§ **What you have to do**: Produce an exact copy of all the data below, dropping every image.

§ **Dataset section**:
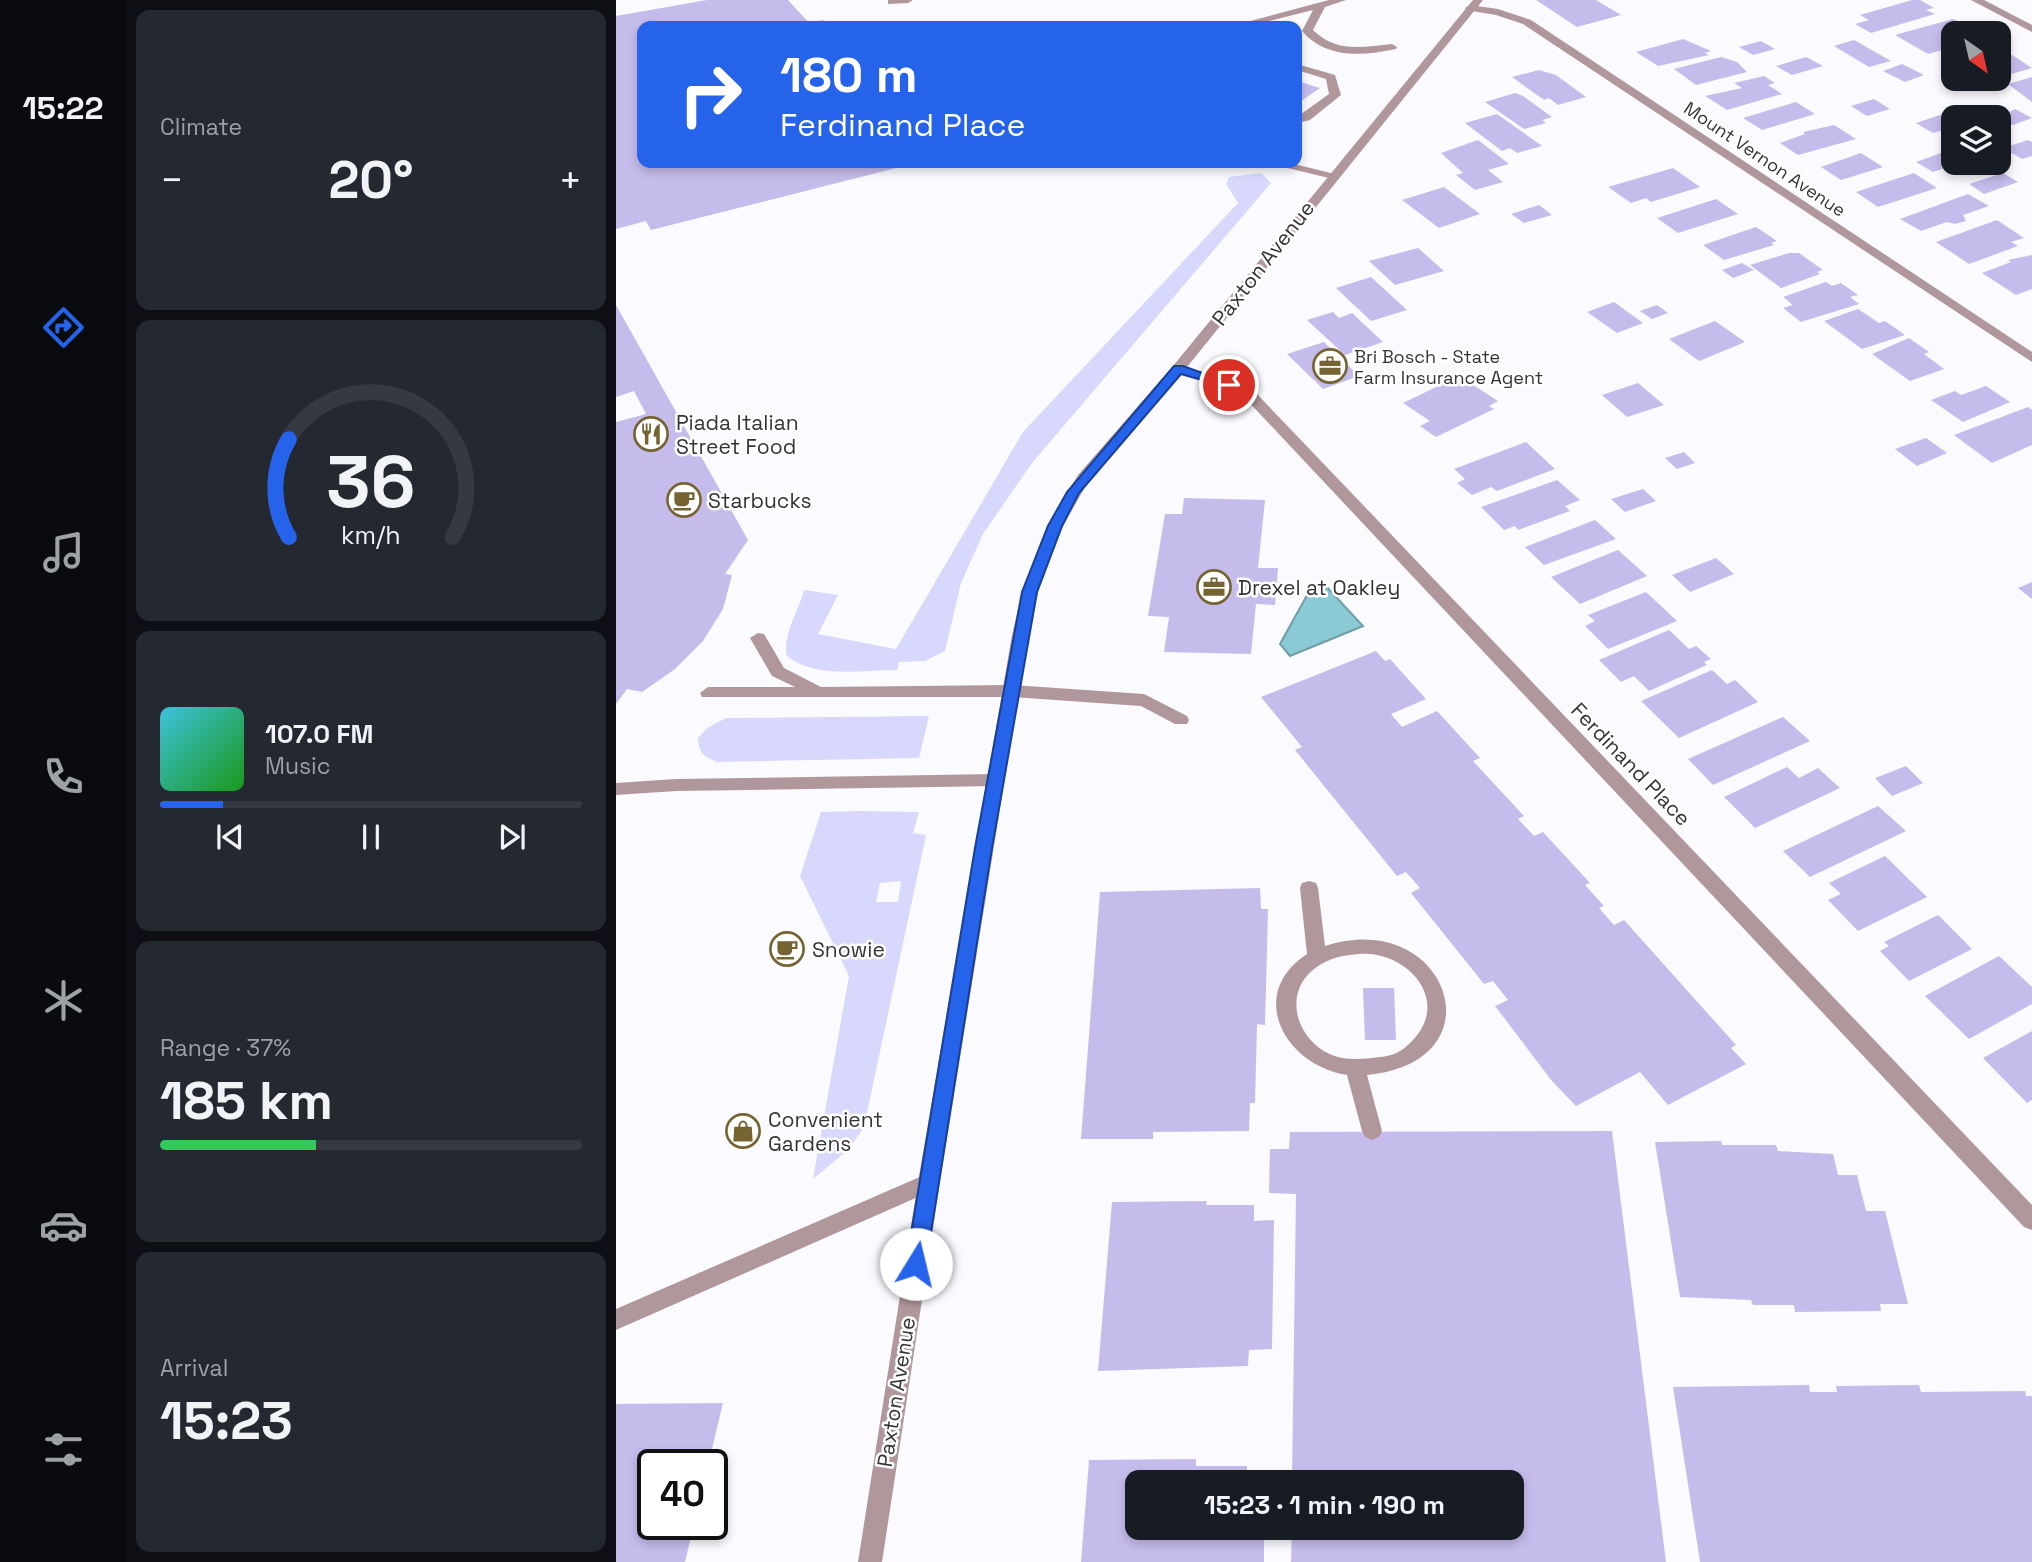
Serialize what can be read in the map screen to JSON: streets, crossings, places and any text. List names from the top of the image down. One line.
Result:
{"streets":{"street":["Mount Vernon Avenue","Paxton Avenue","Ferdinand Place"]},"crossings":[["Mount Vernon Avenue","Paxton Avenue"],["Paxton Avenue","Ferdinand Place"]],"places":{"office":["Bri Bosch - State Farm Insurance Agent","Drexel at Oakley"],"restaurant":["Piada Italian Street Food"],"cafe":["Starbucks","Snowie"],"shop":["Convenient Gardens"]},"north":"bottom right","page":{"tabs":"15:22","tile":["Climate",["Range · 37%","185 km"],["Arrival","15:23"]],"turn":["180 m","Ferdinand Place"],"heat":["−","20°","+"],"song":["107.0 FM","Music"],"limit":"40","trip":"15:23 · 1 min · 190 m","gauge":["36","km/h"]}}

§ **Task response**:
Serialize what can be read in the map screen to JSON: streets, crossings, places and any text. List names from the top of the image down. One line.
Result:
{"streets":{"street":["Mount Vernon Avenue","Paxton Avenue","Ferdinand Place"]},"crossings":[["Mount Vernon Avenue","Paxton Avenue"],["Paxton Avenue","Ferdinand Place"]],"places":{"office":["Bri Bosch - State Farm Insurance Agent","Drexel at Oakley"],"restaurant":["Piada Italian Street Food"],"cafe":["Starbucks","Snowie"],"shop":["Convenient Gardens"]},"north":"bottom right","page":{"tabs":"15:22","tile":["Climate",["Range · 37%","185 km"],["Arrival","15:23"]],"turn":["180 m","Ferdinand Place"],"heat":["−","20°","+"],"song":["107.0 FM","Music"],"limit":"40","trip":"15:23 · 1 min · 190 m","gauge":["36","km/h"]}}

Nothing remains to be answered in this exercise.